マルタン芸術広場事件 第八話
「囲まれるのはいつものことですよ。さぁどうしますか? ウィスキーで乾杯でもしますか」
「黙れよ。お前と乾杯なんざしない」とちょうど足下に転がっていたウィスキー瓶を拾い上げて口を付けた。口から漏れたので、左手首で拭った。
「まず壁をだせ。防御してる間に裏口を塞いでるあれを吹っ飛ばす」と言って、親指で倒れた棚を指した。

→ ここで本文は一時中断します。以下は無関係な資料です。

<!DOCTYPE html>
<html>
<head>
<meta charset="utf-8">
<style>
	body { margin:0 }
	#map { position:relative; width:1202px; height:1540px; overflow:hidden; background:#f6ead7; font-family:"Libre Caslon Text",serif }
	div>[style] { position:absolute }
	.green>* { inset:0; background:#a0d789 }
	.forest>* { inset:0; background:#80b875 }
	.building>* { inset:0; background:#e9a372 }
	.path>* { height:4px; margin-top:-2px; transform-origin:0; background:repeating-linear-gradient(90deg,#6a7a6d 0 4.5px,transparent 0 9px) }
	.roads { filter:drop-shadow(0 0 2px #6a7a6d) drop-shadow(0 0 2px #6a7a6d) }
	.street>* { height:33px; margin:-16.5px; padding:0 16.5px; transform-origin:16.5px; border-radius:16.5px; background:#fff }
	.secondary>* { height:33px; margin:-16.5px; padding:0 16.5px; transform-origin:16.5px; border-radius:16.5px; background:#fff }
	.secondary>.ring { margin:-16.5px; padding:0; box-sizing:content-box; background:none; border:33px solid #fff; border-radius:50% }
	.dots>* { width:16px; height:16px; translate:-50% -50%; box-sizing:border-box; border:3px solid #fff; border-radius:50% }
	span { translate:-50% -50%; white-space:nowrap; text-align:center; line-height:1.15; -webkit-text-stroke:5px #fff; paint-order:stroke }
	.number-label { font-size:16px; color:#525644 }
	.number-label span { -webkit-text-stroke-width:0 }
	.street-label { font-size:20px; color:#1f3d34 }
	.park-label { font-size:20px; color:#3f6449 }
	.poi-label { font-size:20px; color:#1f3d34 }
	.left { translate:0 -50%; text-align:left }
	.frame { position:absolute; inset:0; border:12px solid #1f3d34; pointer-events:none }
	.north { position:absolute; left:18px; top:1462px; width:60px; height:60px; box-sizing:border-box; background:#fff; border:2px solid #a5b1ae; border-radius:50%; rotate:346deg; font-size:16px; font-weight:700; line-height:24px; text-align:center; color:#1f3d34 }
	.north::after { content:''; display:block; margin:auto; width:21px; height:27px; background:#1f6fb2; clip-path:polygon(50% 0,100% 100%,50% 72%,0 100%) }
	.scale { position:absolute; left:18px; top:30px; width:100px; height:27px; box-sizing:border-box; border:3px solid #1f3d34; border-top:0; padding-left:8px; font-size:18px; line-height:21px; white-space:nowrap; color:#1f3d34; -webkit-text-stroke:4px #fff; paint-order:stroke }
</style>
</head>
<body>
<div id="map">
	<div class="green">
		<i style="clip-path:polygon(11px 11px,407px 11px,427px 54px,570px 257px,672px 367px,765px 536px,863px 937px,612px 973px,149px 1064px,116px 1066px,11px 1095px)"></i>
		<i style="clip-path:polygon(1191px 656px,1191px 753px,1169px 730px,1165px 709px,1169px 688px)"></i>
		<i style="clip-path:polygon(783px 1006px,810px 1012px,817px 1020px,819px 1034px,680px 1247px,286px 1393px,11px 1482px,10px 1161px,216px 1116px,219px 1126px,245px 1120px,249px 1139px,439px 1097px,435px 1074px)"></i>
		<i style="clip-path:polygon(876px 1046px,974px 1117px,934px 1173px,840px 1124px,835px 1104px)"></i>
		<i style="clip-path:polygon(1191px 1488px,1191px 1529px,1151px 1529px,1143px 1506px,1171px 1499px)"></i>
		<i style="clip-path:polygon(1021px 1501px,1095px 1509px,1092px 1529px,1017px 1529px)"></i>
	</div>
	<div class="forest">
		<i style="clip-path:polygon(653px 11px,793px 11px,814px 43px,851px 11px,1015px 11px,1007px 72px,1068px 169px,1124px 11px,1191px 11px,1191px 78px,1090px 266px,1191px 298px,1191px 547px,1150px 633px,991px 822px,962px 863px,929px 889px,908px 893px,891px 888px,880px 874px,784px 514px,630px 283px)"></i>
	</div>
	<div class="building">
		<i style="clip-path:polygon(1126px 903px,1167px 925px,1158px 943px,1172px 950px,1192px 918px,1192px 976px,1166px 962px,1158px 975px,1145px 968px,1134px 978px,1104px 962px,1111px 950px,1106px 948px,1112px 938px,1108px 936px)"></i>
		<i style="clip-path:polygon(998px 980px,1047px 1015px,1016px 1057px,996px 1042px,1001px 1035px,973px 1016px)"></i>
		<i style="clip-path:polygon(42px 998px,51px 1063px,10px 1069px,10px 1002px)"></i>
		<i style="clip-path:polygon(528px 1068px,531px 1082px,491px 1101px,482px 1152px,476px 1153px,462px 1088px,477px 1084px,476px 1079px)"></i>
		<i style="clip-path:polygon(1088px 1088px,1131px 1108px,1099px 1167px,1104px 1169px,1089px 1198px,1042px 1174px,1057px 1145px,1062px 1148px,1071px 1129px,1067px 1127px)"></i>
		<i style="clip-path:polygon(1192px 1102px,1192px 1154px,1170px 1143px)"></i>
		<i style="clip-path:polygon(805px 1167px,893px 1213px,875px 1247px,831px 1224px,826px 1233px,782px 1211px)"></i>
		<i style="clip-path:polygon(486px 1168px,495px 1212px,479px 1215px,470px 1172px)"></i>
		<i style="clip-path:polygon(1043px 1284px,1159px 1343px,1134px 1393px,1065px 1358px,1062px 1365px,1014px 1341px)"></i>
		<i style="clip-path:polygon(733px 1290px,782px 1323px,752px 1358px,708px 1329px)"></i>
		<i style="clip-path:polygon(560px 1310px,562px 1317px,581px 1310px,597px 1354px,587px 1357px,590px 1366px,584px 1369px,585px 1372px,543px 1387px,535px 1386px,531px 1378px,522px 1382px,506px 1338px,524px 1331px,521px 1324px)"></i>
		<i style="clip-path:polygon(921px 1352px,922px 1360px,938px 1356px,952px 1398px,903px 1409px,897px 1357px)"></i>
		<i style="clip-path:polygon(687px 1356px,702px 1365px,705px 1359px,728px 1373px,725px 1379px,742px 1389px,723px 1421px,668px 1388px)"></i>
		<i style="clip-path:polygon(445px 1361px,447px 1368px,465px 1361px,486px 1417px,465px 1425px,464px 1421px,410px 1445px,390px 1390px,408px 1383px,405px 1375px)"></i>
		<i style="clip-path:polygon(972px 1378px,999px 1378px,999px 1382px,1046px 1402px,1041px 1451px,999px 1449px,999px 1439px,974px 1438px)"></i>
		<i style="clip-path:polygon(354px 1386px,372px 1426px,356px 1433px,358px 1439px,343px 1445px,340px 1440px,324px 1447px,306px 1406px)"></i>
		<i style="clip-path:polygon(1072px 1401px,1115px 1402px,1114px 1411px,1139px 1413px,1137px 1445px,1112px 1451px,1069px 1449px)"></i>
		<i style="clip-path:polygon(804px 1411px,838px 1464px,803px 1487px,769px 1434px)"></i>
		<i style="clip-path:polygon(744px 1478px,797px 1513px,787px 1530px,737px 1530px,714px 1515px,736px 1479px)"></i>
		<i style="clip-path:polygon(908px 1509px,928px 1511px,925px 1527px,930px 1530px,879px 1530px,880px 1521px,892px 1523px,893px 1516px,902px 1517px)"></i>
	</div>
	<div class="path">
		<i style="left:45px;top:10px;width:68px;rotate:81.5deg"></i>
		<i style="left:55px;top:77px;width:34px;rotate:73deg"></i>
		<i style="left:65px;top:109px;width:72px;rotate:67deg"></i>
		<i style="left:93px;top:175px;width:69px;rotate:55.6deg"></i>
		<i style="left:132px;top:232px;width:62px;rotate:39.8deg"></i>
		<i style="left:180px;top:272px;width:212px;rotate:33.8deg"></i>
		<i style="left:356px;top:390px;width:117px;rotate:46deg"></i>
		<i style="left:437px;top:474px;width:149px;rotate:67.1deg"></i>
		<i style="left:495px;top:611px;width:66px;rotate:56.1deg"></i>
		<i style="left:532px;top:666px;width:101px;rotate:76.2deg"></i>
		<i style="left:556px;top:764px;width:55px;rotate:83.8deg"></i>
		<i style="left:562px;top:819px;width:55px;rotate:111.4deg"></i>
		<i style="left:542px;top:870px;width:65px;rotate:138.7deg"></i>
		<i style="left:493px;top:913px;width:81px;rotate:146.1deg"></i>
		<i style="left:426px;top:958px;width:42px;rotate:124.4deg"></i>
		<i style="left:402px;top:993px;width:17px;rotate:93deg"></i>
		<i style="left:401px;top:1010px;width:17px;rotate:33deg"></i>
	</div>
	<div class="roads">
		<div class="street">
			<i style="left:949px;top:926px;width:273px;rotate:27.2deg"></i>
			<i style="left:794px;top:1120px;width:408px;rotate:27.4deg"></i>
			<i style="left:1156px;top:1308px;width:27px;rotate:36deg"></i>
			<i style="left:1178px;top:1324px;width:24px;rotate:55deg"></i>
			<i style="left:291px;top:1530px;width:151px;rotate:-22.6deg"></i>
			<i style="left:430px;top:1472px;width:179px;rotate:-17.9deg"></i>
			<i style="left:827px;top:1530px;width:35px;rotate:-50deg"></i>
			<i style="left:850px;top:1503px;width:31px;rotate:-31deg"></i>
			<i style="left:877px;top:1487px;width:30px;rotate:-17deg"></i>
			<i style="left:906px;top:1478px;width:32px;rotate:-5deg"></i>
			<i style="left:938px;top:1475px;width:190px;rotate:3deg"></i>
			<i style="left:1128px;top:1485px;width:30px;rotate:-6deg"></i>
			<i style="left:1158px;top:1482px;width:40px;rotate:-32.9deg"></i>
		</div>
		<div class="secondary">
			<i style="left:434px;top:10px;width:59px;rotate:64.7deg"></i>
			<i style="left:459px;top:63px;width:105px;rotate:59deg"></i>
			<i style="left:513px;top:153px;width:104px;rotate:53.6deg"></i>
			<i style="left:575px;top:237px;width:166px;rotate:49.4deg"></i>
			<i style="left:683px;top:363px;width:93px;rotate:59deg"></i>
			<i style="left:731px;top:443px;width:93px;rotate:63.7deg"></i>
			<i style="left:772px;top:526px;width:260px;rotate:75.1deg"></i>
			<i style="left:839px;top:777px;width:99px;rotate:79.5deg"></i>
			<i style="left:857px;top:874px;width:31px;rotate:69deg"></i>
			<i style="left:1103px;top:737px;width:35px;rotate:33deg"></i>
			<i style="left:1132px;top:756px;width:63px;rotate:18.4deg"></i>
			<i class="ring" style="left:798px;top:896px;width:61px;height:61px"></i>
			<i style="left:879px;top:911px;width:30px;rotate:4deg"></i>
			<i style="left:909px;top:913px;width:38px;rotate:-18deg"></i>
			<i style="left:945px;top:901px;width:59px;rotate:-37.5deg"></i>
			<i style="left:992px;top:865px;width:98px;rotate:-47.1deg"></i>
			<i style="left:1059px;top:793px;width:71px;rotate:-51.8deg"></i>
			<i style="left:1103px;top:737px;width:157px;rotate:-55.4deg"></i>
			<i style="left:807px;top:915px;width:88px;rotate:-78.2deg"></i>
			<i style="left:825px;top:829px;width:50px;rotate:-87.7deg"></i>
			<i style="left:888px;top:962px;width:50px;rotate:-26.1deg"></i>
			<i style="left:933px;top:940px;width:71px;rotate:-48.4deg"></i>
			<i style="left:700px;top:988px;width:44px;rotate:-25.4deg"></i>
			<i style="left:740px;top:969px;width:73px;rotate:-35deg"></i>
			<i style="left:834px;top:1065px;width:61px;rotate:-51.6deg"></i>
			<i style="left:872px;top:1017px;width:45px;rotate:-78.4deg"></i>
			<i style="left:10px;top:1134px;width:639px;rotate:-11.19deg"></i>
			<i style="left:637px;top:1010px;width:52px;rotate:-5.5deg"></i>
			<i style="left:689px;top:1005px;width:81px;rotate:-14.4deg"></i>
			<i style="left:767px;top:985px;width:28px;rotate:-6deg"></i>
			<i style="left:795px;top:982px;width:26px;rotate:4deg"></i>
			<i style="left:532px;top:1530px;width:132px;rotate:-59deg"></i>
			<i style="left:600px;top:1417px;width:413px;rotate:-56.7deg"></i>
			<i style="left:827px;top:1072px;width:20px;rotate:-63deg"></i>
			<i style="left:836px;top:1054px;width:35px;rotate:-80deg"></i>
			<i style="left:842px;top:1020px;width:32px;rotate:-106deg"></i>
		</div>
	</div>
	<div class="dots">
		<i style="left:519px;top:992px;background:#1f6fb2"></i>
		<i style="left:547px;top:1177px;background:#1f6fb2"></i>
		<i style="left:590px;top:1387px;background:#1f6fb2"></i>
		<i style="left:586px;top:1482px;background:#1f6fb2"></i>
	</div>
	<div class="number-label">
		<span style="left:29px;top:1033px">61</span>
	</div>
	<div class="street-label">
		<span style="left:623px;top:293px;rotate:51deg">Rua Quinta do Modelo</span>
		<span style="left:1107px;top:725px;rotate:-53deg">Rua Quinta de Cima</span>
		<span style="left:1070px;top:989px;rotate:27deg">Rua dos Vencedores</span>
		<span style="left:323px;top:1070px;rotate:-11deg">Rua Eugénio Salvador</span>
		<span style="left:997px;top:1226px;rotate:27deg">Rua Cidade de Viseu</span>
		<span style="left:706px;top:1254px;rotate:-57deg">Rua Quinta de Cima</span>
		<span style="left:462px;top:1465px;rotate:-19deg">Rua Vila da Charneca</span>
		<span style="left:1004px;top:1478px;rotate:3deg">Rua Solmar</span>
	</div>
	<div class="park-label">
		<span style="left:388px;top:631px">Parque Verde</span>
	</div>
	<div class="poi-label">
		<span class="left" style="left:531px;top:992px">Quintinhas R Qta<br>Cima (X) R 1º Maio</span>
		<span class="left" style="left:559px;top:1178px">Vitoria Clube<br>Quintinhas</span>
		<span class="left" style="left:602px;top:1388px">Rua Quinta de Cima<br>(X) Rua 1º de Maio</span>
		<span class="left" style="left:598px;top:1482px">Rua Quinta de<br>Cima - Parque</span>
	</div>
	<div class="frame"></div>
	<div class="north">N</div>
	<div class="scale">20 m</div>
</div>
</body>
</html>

「ありゃ酒棚だ。ユニオンの度数の高いのが多そうだからよく燃える」
「危ないですこと。ですが、残念なお知らせです。石壁は石畳だからできたんですよ。ここではさしずめ床板を剥がして作るものが精一杯です。数発撃ち込まれたら、あっという間に壊れますよ」
「クソ、使えねぇな」と舌打ちをすると「おだまりなさい」と肩を膨らませて言い返してきた。
「だが、参ったな」
テーブルは他にもいくつかある。こいつらをまとめて吹き飛ばして兵士を巻き込み、出来た隙に外へ出るか。外では兵士が半円形に俺とクロエを取り囲んでいる。
移動魔法を使えば全て解決するが、こうして戦闘が起きた以上どこかとどこかの戦争であり、安易に使えば後で揚げ足を取られる。相手が使ってくる様子は無いが、使える者がいる可能性もあり、こちらが戦時利用を始めたからこちらも使ったと言われる。それどころか、こちらよりより戦略的に使われれば、こちらが一網打尽だ。
時空系魔法もしかりだ。アニエスとの約束もある。
「俺とお前に強化魔法を強めに掛ける。んで、これからテーブル吹っ飛ばして外に出って走る」
「色々得意な魔法があると思うのですが?」
クロエは時空系魔法のことを言っているようだが、使うわけもない。
「俺がここで一度でも使ったら、今後の戦いでお前ら連盟政府も使いまくるんだろ? 俺とお前は敵対してる組織だってこと忘れんな」
「さすがにもうだませませんか。残念ですね。なら、あなたのプランで行きましょう。何れにせよ、ここであなたと喧嘩して蜂の巣にされるよりマシですね」
防御魔法をさらに強化して、被弾しても痛みに足が止まらない程度に強めた。
タイミングを計ろうとしたが、兵士が一斉に銃を発砲してきた。単発式ではあるが、兵士の数が多い。グダグダと話している内に増援が来てしまったようだ。
「このままではテーブルが持ちません!」
カフェのテーブルも弾痕が増え、端の方から木くずが飛び散り俺とクロエは中心へと追いやられてしまった。
テーブルもこれ以上砕かれたら、隙を作る為の道具にもならなくなる。
移動魔法は使えない。
ここで仮に俺が死ぬからと言って移動魔法を使えば、後世の戦争がどれほど陰惨を極めるか考えるだけでも恐ろしい。だが、死なせないのは敵だけじゃない。そもそも俺も死ぬつもりなんざさらさら無い!
マルタンに入ってから目立つことに目立つことは出来た。これだけ亡命政府軍の援軍が来ていればアニエスにももう充分伝わっているはずだ。しかし、ちょっとやり過ぎたかもしれない。これ以上集まると今度は行動が遅くなってしまう。
それでも突っ込むしかない。クロエに強化魔法を掛けると、覚悟を決めたかのように口角を上げた。こいつもここでくたばるつもりは無いらしい。変に諦められて失禁でもされれば迷惑だ。
やるしかない。と自分にも強化魔法を掛けた。
そのときだ。
割れた窓からからひゅうひゅうと笛のような音の出る光の球が飛び込んできたのだ。